Every line from the start of the records below to the line containing "0 3px,transparent 0" should be retyped exactly, that line included, and no others.

════

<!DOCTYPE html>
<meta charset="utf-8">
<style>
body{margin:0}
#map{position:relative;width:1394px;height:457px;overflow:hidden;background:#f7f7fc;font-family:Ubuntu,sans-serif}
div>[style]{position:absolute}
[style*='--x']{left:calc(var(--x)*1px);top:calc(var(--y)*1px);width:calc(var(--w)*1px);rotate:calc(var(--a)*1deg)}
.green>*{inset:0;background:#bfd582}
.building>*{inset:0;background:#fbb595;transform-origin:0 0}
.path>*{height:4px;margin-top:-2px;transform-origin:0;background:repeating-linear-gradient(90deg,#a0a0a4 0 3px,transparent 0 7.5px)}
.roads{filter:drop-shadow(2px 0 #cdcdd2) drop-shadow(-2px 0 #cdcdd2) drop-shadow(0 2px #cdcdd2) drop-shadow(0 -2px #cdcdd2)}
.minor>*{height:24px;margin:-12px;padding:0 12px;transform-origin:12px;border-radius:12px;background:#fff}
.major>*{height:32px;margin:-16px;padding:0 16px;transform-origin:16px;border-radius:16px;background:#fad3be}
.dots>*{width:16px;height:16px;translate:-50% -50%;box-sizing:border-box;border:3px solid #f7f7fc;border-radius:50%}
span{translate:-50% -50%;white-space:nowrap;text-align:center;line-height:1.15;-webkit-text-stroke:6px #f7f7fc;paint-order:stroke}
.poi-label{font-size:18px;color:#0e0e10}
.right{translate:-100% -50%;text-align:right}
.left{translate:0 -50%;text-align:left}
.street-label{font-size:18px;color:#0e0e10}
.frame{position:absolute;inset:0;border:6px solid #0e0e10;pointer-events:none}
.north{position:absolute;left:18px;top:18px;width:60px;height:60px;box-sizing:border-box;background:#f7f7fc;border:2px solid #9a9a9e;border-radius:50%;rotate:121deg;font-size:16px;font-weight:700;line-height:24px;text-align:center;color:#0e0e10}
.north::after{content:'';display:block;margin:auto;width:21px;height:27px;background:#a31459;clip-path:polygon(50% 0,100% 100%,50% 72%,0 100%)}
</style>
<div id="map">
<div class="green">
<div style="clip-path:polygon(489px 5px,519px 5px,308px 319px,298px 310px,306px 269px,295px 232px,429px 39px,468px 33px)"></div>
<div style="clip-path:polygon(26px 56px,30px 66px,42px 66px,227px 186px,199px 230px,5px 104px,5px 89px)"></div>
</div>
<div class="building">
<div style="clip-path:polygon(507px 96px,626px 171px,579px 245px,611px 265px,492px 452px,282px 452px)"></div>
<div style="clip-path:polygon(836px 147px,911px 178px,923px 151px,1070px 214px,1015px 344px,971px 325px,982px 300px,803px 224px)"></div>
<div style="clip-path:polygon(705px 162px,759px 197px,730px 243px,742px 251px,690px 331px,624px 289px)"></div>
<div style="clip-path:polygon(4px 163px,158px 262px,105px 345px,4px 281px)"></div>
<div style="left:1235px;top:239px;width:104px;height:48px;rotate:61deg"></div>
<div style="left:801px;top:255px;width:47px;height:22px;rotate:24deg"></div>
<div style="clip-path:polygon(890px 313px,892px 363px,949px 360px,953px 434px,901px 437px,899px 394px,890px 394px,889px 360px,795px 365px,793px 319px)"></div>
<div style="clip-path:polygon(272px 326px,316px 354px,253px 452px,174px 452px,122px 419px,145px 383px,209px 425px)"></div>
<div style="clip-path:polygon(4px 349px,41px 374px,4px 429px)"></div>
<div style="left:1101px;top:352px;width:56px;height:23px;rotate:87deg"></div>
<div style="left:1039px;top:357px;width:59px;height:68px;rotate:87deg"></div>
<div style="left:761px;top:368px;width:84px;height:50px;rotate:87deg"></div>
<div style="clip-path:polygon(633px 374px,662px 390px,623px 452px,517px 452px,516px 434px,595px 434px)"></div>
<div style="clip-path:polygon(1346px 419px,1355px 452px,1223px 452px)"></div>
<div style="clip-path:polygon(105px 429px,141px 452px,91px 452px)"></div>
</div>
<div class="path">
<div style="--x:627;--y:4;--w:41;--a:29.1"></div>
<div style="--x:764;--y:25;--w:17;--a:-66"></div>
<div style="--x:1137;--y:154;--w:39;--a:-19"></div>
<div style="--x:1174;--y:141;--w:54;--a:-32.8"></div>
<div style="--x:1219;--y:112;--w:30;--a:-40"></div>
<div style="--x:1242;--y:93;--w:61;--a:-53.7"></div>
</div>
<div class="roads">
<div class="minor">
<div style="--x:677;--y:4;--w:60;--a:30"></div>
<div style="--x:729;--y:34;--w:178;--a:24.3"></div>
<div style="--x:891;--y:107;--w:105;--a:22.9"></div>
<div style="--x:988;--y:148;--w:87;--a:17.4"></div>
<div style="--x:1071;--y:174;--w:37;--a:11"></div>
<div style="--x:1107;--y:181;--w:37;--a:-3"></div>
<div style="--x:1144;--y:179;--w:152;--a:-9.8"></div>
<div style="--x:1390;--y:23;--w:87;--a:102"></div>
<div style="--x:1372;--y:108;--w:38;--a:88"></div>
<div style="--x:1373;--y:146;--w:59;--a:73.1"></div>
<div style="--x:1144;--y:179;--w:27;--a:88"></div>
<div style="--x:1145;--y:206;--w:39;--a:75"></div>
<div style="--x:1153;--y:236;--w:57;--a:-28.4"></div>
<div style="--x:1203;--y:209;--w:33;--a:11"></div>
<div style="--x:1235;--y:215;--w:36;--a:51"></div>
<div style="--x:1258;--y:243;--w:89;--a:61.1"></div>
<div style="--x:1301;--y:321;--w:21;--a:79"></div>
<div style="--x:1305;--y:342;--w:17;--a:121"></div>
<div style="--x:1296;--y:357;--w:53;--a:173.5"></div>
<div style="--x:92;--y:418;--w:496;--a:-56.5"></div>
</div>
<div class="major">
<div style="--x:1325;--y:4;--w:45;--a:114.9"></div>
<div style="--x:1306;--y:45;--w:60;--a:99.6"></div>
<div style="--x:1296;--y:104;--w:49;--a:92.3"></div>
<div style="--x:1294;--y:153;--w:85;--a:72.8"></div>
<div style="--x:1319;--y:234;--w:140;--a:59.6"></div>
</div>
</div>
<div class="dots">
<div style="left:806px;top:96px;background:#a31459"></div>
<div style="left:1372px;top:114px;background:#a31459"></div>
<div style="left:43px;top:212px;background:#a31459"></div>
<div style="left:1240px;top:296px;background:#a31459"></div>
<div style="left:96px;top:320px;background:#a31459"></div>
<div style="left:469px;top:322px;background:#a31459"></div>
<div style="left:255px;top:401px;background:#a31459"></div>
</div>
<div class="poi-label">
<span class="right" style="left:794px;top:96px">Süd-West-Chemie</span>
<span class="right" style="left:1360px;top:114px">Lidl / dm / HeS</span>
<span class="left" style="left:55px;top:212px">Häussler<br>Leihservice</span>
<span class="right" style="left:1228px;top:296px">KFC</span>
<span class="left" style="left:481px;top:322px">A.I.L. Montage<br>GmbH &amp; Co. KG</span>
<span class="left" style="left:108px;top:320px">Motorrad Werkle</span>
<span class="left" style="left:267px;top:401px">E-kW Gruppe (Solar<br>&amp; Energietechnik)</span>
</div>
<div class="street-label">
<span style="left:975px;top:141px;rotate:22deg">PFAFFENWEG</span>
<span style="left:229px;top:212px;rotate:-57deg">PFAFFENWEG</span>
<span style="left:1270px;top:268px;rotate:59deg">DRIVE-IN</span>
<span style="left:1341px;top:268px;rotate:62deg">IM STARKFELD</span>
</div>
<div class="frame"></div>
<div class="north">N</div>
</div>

════

- SOLUTION FOR THIS TASK
<!DOCTYPE html>
<meta charset="utf-8">
<style>
body{margin:0}
#map{position:relative;width:1394px;height:457px;overflow:hidden;background:#f7f7fc;font-family:Ubuntu,sans-serif}
div>[style]{position:absolute}
[style*='--x']{left:calc(var(--x)*1px);top:calc(var(--y)*1px);width:calc(var(--w)*1px);rotate:calc(var(--a)*1deg)}
.green>*{inset:0;background:#bfd582}
.building>*{inset:0;background:#fbb595;transform-origin:0 0}
.path>*{height:4px;margin-top:-2px;transform-origin:0;background:repeating-linear-gradient(90deg,#a0a0a4 0 3px,transparent 0 7.5px)}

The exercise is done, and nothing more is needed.